Mais Paul, le beau-père mafieux, a une idée derrière la tête: celle d’endurcir et de transformer son beau-fils, parce que lui, les faux cils et les minijupes pour un homme, il n’accepte pas cela. Pour ce faire, il viendra s’installer avec sa femme en-dessous de l’appartement de sa fille et de son gendre. C’est à partir de ce moment précis qu’on sentira une rivalité éternelle entre les deux hommes, et c’est autour de cette histoire que s’écrit le roman, en plus d’une attirance sexuelle entre la belle-mère et Denis, sans oublier une liaison professionnelle forcée entre ce dernier et un mafioso homophobe. Un peu décevant quand on s’attend à lire une histoire parallèle entre un homme et un travesti (ce que la première du livre nous montre pourtant clairement)… Mais le récit demeure toutefois adéquat, sans plus.
En plus d’être écrit en deux seuls chapitres (dont le dernier ne fait que les quelques dernières pages du livre), ce qui ne laisse pas la chance au lecteur de respirer, le roman n’est ponctué que de points et de virgules; pas de points d’exclamation ni de points d’interrogation. De plus, les dialogues sont directement intégrés dans le texte continu, donc pas de tirets et de guillemets non plus, laissant le lecteur en faire sa propre intonation. C’est une particularité (très particulière, disons-le!) des œuvres de Djian. On pourrait presque croire à un monologue.
Ce qui est intéressant, c’est que tout au long de l’histoire, Denis essaie, tant bien que mal, de terminer l’écriture de son roman, malgré toutes les péripéties souvent provoquées par son beau-père, et le livre de Philippe Djian vient se mêler au livre de Denis, ce qui fait littéralement tourbillonner le lecteur dans deux récits qui en forment, au final, qu’un seul. Une deuxième et une troisième lecture deviennent alors essentielles.

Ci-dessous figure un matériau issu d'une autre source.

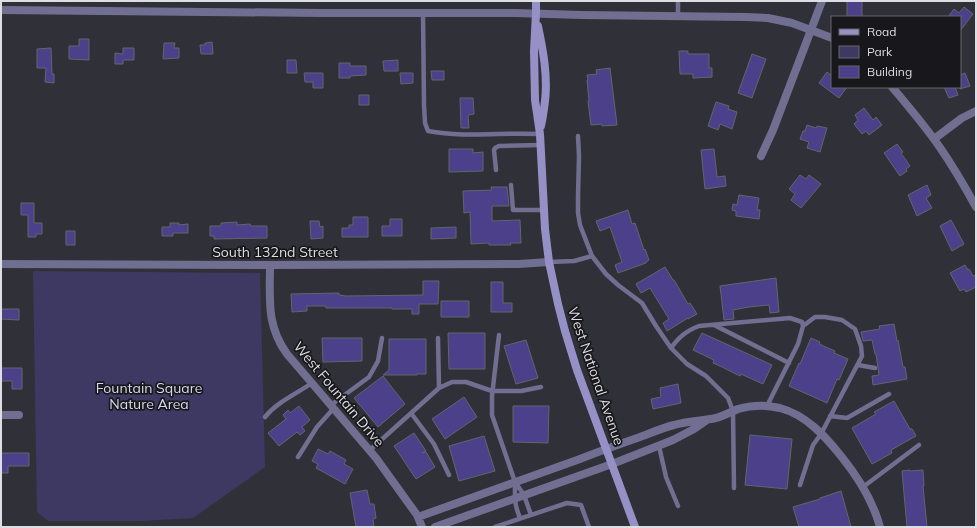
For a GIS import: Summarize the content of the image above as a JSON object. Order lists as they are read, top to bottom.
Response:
{
  "streets": {
    "main road": ["West National Avenue"],
    "street": ["South 132nd Street", "West Fountain Drive"]
  },
  "crossings": [
    ["South 132nd Street", "West National Avenue"],
    ["South 132nd Street", "West Fountain Drive"]
  ],
  "parks": ["Fountain Square Nature Area"],
  "legend": ["Road", "Park", "Building"]
}
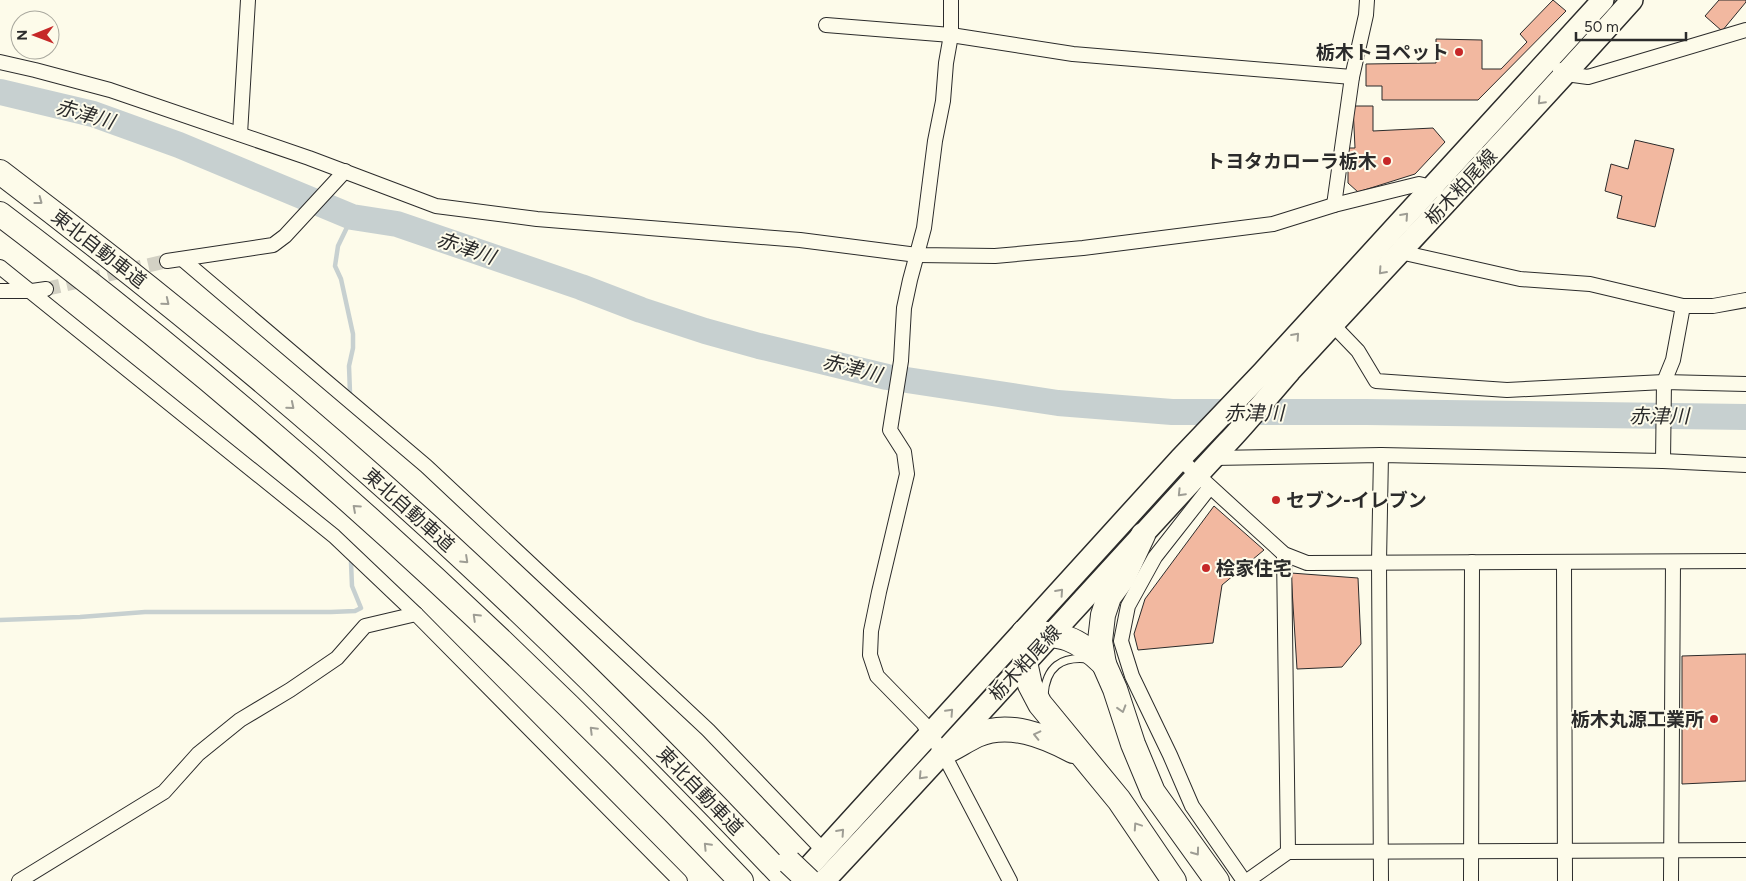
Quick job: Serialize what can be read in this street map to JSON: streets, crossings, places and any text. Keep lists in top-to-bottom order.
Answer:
{
  "streets": {
    "highway": ["東北自動車道"],
    "main road": ["栃木粕尾線"]
  },
  "crossings": [
    ["栃木粕尾線", "東北自動車道"]
  ],
  "water": ["赤津川"],
  "places": [
    "栃木トヨペット",
    "トヨタカローラ栃木",
    "セブン-イレブン",
    "桧家住宅",
    "栃木丸源工業所"
  ],
  "scale_bar": "50 m",
  "north": "left"
}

Bref, ce roman est une œuvre littéraire, non pas pour l’histoire racontée, mais pour toutes les particularités linguistiques qu’il renferme et pour l’art d’écrire de Djian. Chéri-Chéri est un livre pas comme on a l’habitude de lire et nous sort de notre zone de confort.
Chéri-Chéri de Philippe Djian, Éditions Gallimard, 2014, 193 pages, 33,95 $.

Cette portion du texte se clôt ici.